··· DATA FOR PROCESSING ···

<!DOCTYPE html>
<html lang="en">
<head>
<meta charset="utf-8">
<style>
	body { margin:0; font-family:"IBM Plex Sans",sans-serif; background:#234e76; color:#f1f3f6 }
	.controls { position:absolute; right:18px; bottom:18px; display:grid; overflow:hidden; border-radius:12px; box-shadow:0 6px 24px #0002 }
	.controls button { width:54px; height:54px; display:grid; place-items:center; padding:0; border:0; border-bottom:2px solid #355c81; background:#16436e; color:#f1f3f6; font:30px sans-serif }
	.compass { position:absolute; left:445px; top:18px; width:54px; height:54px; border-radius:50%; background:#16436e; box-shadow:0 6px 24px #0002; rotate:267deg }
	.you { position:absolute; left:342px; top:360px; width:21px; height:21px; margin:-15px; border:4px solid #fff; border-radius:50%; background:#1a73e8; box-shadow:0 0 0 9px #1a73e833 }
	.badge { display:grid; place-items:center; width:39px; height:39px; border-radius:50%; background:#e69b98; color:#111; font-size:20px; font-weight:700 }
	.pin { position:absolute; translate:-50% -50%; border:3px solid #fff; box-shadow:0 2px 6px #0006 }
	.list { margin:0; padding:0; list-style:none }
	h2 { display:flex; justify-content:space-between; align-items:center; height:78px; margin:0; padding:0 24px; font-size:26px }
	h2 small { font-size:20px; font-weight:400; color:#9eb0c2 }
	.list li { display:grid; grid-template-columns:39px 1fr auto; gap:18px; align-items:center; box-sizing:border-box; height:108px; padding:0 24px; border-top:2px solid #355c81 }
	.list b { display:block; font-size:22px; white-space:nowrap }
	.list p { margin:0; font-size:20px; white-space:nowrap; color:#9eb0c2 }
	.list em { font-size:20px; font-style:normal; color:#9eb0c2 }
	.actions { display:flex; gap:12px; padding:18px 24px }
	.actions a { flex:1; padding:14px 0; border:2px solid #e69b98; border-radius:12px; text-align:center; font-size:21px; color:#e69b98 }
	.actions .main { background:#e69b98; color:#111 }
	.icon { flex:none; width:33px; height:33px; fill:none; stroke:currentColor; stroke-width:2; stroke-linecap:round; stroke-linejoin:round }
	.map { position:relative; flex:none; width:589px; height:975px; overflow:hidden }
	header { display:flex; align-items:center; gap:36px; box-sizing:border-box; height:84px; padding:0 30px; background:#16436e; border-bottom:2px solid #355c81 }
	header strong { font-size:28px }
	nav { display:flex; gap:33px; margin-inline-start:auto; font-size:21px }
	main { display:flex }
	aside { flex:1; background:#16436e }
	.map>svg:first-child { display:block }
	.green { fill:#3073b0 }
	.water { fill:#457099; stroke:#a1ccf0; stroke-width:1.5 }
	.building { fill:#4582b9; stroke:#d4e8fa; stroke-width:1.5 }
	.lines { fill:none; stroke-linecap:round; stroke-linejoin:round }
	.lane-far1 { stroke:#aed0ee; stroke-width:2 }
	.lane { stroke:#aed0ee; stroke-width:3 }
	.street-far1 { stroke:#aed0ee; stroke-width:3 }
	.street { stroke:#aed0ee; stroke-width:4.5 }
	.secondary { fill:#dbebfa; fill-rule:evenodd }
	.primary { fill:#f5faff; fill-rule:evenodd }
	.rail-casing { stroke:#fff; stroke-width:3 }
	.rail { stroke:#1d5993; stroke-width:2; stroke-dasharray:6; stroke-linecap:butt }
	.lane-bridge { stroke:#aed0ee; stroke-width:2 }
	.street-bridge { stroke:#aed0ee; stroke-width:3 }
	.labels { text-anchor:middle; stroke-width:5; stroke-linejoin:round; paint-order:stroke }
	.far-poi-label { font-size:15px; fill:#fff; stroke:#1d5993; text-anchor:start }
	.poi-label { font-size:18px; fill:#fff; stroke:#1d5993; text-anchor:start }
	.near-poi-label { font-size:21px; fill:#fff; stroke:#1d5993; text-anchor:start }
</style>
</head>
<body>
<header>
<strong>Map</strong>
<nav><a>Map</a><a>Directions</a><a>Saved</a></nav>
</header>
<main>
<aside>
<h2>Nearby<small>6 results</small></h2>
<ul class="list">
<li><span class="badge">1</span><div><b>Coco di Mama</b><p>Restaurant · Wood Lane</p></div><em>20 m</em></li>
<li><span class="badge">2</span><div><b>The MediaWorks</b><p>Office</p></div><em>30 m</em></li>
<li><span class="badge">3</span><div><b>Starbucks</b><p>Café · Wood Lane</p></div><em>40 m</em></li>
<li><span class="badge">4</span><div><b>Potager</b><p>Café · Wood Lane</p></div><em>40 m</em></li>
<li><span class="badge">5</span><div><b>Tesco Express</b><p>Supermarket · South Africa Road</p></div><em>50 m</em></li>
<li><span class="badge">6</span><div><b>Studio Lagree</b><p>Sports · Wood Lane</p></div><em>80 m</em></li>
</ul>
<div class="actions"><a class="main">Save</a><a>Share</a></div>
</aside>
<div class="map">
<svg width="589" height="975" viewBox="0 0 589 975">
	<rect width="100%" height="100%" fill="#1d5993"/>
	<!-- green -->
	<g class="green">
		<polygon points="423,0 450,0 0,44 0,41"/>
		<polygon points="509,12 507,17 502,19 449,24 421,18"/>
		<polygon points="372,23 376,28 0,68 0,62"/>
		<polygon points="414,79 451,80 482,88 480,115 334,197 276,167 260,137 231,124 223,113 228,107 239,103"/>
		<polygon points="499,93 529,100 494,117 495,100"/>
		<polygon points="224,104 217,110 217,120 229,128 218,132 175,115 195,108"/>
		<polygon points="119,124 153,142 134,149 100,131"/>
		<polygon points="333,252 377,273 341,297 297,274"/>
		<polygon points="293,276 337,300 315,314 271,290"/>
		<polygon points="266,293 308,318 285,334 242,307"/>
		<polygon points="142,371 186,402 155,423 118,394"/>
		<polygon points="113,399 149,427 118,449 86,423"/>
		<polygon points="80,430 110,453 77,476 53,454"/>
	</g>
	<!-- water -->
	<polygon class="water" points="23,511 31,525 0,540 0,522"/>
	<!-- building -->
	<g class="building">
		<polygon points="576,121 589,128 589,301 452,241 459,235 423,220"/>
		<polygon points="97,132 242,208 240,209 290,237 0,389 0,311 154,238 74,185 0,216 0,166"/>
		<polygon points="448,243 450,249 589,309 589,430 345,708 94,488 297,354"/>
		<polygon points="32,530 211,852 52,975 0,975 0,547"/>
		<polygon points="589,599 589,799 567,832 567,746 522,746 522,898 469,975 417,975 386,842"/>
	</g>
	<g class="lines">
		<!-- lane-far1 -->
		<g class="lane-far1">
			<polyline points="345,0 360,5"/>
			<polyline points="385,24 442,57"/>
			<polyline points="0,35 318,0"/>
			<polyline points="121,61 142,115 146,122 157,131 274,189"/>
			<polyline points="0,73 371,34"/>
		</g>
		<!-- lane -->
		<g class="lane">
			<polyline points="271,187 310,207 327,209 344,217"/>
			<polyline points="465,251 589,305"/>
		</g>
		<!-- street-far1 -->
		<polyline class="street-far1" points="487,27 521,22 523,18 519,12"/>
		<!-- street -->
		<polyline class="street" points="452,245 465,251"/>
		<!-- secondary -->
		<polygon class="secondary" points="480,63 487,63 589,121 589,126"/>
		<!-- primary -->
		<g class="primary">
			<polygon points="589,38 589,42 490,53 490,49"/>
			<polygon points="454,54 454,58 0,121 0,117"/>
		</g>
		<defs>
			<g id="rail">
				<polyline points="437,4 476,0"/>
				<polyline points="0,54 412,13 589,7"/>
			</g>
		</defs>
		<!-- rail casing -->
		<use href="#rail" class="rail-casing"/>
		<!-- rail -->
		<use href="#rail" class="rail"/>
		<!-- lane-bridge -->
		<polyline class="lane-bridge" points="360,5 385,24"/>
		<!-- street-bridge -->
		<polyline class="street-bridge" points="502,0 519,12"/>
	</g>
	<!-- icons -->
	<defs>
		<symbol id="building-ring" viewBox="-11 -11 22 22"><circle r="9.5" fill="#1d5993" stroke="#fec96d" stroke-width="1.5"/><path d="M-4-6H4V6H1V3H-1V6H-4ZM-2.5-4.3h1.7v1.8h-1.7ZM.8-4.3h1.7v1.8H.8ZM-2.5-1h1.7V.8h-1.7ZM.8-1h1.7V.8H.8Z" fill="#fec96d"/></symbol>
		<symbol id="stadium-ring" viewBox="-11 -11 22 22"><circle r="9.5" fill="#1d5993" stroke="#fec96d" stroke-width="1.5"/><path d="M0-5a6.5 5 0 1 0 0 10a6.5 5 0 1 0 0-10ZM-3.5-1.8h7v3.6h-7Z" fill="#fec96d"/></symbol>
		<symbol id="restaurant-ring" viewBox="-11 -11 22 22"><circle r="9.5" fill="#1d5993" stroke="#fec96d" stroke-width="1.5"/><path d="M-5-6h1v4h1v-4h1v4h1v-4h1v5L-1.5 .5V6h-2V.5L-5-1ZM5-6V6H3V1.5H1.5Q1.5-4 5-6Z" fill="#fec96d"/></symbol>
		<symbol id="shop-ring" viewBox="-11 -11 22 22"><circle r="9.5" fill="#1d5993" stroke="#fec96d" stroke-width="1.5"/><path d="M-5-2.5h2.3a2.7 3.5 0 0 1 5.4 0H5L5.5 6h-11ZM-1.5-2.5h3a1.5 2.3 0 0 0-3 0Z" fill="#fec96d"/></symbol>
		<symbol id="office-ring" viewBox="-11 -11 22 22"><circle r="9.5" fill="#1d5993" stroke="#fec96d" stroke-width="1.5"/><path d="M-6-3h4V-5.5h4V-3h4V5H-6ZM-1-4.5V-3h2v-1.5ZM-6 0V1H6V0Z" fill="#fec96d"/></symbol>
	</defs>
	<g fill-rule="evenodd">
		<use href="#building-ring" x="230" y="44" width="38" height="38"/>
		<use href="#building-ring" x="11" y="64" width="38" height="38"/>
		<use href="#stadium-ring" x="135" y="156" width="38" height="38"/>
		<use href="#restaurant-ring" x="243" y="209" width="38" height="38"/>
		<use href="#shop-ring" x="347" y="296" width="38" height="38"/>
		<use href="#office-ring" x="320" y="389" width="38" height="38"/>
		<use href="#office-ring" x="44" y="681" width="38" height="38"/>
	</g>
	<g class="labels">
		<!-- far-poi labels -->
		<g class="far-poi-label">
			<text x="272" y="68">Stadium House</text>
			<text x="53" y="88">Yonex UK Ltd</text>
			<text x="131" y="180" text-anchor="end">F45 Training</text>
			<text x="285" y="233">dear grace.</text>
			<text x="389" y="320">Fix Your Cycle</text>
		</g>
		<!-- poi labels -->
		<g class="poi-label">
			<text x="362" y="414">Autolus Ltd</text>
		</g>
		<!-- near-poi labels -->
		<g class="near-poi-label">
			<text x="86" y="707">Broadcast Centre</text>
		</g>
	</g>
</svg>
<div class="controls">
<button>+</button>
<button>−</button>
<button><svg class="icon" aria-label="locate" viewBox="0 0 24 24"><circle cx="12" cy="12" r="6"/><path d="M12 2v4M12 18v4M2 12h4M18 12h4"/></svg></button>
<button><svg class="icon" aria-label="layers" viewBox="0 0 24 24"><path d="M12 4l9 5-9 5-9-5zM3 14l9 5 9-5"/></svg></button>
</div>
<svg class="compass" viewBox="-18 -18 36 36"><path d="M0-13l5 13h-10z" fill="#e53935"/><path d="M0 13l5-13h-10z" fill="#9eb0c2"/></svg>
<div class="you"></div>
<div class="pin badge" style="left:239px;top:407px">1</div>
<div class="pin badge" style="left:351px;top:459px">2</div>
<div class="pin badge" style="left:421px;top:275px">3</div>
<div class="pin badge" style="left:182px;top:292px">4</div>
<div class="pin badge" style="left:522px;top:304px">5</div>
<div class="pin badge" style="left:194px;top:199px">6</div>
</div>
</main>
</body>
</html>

···

All lines above from the one with "margin:0; font-size:20px; white-space:nowrap;" to the one with "display:flex; gap:12px; padding:18px", inclusive, should be copied exactly, and no other lines.

= ANSWER SPACE =
	.list p { margin:0; font-size:20px; white-space:nowrap; color:#9eb0c2 }
	.list em { font-size:20px; font-style:normal; color:#9eb0c2 }
	.actions { display:flex; gap:12px; padding:18px 24px }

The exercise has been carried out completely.